→ **WHAT YOU WILL DO**
The answer should contain only the lines running from the line with "Transcribe the names" to the end of the material, reproduced verbatim.

→ **SUPPLIED DATA**
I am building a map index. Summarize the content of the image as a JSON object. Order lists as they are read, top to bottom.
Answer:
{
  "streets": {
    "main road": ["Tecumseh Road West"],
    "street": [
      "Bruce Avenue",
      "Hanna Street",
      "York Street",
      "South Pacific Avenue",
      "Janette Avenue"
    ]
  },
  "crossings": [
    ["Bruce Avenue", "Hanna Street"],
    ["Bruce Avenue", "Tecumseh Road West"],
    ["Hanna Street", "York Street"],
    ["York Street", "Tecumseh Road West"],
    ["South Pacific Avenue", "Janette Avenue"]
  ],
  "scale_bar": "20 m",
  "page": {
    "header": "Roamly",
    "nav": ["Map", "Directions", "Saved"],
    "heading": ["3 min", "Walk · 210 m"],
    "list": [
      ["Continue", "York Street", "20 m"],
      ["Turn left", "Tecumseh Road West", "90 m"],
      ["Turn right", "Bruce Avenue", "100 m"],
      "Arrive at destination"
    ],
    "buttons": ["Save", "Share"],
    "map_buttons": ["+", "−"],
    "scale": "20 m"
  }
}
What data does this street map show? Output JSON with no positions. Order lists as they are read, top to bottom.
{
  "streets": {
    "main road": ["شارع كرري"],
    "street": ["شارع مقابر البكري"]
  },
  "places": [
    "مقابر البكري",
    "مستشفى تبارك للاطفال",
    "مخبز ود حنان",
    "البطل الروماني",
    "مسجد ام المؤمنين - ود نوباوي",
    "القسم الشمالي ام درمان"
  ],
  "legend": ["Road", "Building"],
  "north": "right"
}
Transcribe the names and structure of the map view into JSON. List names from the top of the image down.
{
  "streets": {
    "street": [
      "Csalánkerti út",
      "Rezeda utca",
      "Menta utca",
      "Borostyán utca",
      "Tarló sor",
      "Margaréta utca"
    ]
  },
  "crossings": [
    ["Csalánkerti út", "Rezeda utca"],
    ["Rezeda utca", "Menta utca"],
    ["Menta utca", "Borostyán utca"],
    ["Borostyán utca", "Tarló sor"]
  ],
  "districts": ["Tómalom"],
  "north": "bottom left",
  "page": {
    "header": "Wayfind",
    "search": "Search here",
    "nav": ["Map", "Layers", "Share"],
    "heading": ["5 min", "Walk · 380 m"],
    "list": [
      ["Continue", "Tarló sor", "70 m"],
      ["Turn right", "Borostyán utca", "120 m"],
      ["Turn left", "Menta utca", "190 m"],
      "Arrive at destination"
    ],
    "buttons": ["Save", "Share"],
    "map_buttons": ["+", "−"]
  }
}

→ **EXERCISE OUTPUT**
Transcribe the names and structure of the map view into JSON. List names from the top of the image down.
{
  "streets": {
    "street": [
      "Csalánkerti út",
      "Rezeda utca",
      "Menta utca",
      "Borostyán utca",
      "Tarló sor",
      "Margaréta utca"
    ]
  },
  "crossings": [
    ["Csalánkerti út", "Rezeda utca"],
    ["Rezeda utca", "Menta utca"],
    ["Menta utca", "Borostyán utca"],
    ["Borostyán utca", "Tarló sor"]
  ],
  "districts": ["Tómalom"],
  "north": "bottom left",
  "page": {
    "header": "Wayfind",
    "search": "Search here",
    "nav": ["Map", "Layers", "Share"],
    "heading": ["5 min", "Walk · 380 m"],
    "list": [
      ["Continue", "Tarló sor", "70 m"],
      ["Turn right", "Borostyán utca", "120 m"],
      ["Turn left", "Menta utca", "190 m"],
      "Arrive at destination"
    ],
    "buttons": ["Save", "Share"],
    "map_buttons": ["+", "−"]
  }
}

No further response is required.